During the final week of COP26, over 200 countries came together and established an agreement on the rules for international trading of carbon credits. These agreements resulted in a set of negotiations, also known as Article 6, that lay out the rules for creating, accounting and verifying carbon credits in an international regulated exchange.
While these exciting updates have created much buzzworthy news, there is still plenty to sort out – and an education curve for all involved. So let’s break down some of the confusing terms floating around and try to answer several basic questions: What are carbon markets? Who participates? And what are the open questions that remain to be seen?
To start, there are two different types of carbon markets: regulatory markets and voluntary markets.
Regulatory carbon markets arise when companies or governments are required by law to account for and limit their GHG emissions. Many regulatory carbon markets are often organized through “cap and trade” systems, where governments quite literally cap the emissions for specific sectors and distribute allowances. According to the CDP, as of 2021 there are 64 carbon pricing initiatives in place or scheduled by governments and regulators, up from 61 in 2019. (For more information and case studies on these programs, please click here
Voluntary carbon markets have emerged with a force in recent years, and differ from regulatory markets in that participation is not compulsory. The rise of investor-led ESG frameworks and disclosures has created great demand and pressure for companies to track and report emissions, set emission reduction goals, and ultimately reduce carbon. To date, companies have primarily traded carbon through voluntary markets to offset their own emissions by purchasing carbon credits generated by projects that reduce or remove CO2 from the atmosphere. The results: an increased pool of capital, and pressure to reduce emissions at faster rates.
In regulated markets, only covered industries, sectors or regions can participate. The largest international markets were developed to meet the requirements of international climate negotiations. Examples of regulatory markets in action include the United Nations-run Clean Development Mechanism (CDM) and the Joint Implementation (JI) – both project-based mechanisms for enabling countries with carbon emissions caps to invest in emissions-reducing projects to generate credits – and the EU Emissions Trading System (EU-ETS), all of which fall under the Kyoto Protocol, and in which only member-countries may participate.
In the United States, the Regional Greenhouse Gas Initiative (RGGI) program covers the power sectors across 13 states, while California’s cap-and-trade program covers virtually the entire state economy and is the first multi-sector cap-and-trade program in North America.

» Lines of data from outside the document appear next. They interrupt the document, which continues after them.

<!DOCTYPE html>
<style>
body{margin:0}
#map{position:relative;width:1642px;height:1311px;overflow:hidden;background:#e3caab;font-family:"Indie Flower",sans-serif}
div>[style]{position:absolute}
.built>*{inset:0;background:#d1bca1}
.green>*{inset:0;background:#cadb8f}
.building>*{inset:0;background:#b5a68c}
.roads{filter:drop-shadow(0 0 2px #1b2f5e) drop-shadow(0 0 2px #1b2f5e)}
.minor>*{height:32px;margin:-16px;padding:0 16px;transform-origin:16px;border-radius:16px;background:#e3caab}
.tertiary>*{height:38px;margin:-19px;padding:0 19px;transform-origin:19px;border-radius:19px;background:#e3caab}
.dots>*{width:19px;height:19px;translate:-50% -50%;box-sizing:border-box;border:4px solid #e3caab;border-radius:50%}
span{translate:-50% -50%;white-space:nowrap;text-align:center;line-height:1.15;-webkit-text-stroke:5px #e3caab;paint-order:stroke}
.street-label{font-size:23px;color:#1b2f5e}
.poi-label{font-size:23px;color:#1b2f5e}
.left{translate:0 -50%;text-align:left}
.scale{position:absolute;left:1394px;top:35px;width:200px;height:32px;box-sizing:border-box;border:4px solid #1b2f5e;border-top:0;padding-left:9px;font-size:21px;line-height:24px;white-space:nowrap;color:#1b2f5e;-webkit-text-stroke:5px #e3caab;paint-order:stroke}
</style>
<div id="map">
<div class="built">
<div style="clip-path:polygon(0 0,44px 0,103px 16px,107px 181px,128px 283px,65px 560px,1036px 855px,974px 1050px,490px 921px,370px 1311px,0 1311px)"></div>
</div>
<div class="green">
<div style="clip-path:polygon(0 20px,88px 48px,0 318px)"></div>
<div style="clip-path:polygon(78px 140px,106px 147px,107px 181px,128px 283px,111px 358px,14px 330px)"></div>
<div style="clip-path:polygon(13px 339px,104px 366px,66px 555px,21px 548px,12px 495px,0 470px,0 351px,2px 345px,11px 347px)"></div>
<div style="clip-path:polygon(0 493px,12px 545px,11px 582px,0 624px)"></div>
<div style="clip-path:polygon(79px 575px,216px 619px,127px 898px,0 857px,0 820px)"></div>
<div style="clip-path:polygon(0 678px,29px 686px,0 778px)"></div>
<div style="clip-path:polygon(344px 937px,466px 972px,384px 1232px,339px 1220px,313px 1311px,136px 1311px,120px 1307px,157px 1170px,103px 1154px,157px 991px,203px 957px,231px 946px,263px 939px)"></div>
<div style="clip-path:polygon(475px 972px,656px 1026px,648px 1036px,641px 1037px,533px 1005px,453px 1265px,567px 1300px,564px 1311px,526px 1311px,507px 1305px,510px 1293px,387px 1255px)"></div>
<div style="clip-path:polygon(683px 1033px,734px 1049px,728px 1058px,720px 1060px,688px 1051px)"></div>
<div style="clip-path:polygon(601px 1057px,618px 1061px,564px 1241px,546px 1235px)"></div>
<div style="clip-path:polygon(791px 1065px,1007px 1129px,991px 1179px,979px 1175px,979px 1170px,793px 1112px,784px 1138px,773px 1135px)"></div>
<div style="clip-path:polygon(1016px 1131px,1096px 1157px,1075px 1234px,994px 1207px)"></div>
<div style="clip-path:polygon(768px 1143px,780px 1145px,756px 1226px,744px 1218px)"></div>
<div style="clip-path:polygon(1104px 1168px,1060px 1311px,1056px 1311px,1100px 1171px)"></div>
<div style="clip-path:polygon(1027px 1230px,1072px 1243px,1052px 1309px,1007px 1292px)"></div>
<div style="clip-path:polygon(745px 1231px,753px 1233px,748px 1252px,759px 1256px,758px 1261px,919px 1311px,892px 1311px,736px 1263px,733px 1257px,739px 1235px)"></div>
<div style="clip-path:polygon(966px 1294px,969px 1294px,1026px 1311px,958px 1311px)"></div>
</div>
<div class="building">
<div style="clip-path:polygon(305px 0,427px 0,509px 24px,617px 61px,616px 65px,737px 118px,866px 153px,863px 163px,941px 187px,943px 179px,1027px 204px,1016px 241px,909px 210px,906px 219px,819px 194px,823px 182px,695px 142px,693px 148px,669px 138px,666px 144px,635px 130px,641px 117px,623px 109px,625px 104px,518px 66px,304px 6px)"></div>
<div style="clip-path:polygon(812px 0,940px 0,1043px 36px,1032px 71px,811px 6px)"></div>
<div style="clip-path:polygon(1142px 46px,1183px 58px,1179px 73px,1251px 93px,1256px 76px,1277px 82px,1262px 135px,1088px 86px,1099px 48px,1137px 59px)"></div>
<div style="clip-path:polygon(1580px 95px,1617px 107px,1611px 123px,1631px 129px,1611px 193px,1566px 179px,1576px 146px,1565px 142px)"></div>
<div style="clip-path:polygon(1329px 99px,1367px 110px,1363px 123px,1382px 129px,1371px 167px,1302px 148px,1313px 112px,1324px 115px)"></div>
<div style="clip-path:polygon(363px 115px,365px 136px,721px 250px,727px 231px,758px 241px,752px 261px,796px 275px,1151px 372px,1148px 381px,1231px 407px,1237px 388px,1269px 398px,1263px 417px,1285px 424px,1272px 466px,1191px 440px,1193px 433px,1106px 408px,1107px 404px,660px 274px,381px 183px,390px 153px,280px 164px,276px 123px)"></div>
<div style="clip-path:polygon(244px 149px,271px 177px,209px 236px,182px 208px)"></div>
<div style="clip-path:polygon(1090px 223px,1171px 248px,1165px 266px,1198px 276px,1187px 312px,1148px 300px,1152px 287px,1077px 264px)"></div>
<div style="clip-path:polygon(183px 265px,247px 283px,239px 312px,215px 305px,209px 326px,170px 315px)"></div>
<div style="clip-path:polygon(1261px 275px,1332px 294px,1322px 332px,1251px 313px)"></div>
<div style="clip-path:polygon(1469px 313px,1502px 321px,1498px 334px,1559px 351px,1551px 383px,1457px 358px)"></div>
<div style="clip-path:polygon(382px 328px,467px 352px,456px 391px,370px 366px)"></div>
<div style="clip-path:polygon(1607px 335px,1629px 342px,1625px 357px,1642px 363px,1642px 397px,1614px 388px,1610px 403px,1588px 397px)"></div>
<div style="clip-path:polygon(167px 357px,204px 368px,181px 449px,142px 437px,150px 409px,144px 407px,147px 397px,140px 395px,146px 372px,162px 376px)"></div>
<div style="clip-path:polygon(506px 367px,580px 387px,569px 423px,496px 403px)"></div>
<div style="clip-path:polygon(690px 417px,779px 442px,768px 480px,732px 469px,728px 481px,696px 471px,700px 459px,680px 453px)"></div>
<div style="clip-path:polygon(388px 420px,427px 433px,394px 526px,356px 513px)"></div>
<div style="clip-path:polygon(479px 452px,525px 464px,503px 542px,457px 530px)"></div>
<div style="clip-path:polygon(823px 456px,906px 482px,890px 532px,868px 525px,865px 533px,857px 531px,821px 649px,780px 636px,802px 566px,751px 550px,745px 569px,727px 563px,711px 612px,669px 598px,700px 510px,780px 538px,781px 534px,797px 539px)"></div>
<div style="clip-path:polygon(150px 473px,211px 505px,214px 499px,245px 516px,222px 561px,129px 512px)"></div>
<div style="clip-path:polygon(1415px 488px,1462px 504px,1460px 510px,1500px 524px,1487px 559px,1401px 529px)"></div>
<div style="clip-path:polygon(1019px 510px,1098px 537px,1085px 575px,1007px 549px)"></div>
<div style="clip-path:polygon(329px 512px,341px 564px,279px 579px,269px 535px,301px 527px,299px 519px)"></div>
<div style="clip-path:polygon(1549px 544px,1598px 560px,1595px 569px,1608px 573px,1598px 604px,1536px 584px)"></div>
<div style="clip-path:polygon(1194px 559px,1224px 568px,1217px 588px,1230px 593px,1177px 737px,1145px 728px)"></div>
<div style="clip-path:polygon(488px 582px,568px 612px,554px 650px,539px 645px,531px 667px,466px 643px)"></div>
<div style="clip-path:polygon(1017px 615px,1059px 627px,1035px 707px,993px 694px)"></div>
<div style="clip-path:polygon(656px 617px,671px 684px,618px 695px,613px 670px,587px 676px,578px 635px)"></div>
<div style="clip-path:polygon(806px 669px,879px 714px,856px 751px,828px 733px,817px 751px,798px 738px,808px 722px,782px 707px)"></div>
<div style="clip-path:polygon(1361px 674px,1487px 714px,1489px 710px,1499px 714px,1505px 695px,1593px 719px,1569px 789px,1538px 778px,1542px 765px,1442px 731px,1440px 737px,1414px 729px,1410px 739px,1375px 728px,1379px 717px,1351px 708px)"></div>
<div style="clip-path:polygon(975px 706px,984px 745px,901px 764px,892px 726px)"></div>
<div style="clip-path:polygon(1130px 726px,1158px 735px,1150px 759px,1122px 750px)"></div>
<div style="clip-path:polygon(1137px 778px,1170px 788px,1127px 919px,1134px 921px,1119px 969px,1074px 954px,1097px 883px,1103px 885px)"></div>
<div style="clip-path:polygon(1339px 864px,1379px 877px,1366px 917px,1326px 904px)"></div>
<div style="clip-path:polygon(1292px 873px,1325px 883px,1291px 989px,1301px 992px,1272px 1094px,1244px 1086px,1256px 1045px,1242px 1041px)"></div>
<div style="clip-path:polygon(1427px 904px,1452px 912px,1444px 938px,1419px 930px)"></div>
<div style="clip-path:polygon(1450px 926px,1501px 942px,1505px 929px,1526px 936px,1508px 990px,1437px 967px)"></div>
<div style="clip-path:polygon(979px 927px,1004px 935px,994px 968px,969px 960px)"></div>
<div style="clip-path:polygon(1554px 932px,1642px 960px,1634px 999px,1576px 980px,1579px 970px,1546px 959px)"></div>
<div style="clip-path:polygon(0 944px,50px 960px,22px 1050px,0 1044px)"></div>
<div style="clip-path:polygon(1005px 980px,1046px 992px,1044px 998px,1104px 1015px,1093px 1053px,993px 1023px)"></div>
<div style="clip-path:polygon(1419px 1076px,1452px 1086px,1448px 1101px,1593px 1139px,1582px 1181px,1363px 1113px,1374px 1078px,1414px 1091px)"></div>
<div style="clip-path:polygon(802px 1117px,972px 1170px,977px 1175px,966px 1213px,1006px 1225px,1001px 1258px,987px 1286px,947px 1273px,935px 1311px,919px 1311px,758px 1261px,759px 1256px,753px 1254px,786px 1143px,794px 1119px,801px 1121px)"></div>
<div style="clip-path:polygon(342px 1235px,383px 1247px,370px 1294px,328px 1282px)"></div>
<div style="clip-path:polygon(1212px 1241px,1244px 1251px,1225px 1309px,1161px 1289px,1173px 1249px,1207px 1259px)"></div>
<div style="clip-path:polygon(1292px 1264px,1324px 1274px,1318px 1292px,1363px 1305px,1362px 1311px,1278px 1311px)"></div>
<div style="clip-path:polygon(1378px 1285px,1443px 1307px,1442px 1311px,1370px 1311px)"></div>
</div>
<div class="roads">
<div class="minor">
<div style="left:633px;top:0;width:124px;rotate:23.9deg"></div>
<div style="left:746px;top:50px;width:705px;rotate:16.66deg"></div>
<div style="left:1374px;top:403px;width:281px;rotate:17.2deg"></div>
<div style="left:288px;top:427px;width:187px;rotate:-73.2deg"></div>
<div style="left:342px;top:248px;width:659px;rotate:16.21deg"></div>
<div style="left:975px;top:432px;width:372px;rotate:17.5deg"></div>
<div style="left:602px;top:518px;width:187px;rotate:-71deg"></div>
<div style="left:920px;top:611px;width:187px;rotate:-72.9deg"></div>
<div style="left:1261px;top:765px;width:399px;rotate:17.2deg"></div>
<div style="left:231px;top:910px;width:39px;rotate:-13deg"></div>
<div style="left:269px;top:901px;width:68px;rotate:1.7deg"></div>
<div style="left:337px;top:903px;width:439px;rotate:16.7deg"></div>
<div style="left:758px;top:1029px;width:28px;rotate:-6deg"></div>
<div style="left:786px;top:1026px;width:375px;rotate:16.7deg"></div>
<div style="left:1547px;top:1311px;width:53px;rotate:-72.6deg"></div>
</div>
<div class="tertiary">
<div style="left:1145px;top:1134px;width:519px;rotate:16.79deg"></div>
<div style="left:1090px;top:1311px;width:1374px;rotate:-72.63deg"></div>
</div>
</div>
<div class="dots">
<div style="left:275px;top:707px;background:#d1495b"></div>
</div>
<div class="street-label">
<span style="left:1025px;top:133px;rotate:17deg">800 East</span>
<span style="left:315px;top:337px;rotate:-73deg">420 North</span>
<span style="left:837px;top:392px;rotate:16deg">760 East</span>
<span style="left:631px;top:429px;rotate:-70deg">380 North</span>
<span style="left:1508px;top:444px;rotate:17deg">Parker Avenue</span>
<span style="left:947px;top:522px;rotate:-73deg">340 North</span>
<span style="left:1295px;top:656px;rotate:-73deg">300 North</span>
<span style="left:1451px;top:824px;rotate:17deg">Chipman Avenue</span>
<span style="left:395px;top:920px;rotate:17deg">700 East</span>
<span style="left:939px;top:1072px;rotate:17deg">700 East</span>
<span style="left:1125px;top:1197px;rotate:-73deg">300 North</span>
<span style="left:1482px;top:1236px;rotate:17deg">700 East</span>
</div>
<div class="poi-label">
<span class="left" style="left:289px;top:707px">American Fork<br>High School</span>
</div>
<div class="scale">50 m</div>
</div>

So how do they all work? For both regulatory and voluntary markets, the concept is similar: companies and So, how does it work? For both regulatory and voluntary markets, the concept is similar: organizations can either fund carbon removal projects (purchase carbon credits) or purchase allowances that allow them to emit above certain thresholds. The primary difference between regulatory and voluntary markets is that regulatory markets generally rely on carbon allowances, whereas voluntary markets rely on carbon credits. For example, in regulatory markets, governments give an X amount of allowances that Y organization can emit and if Y organization exceeds its allocated amount of carbon credits, Y organization can buy additional allowances through an auction. In a voluntary market, X company can essentially fund a carbon removal project (plant X number of trees) to offset their emissions and meet their carbon reduction goals. Another difference is that regulatory markets generally have more rules and guidelines to ensure fairness and avoid issues, such as double counting carbon emissions across multiple parties, whereas most voluntary markets do not (yet).
While Article 6 is a big win for the international carbon market, there is still much work to be done to get carbon trading off the ground and create the momentum to reduce atmospheric emissions at the pace required to meet global reduction goals and limit global warming to 1.5 degrees.
While Article 6 might inform some of the future guidelines for voluntary markets, there are few guidelines to date. Furthermore, because voluntary markets encourage participation via offsets, many worry that the focus on offsets could distract from the trickier business of taking significant actions to reduce carbon associated with business operations.
A recent report from South Pole found that for companies setting new net zero targets, over 60% have either set targets far into the future, or no clear target dates at all. 76% of companies stated that renewable energy will be a top strategy for reaching net zero, and only 48% are exploring ways to decarbonize their supply chains by addressing Scope 3 emissions.
As voluntary markets evolve, we will likely see more rules and guidelines to help govern market behaviors and provide more detailed frameworks for sectors like real estate. With the increase in state and local regulations, like New York’s Local Law 97, there may be new opportunities for commercial real estate to participate; some regulations may even incentivize building owners to focus on operational efficiency and discourage offsetting. For example, New York is conducting a study on the feasibility of rolling out a carbon market to help building owners comply with its new local law through a regulated carbon exchange/trading system. In all, we expect carbon markets – both voluntary and regulatory – to expand in scope and participation as momentum around ESG continues to grow.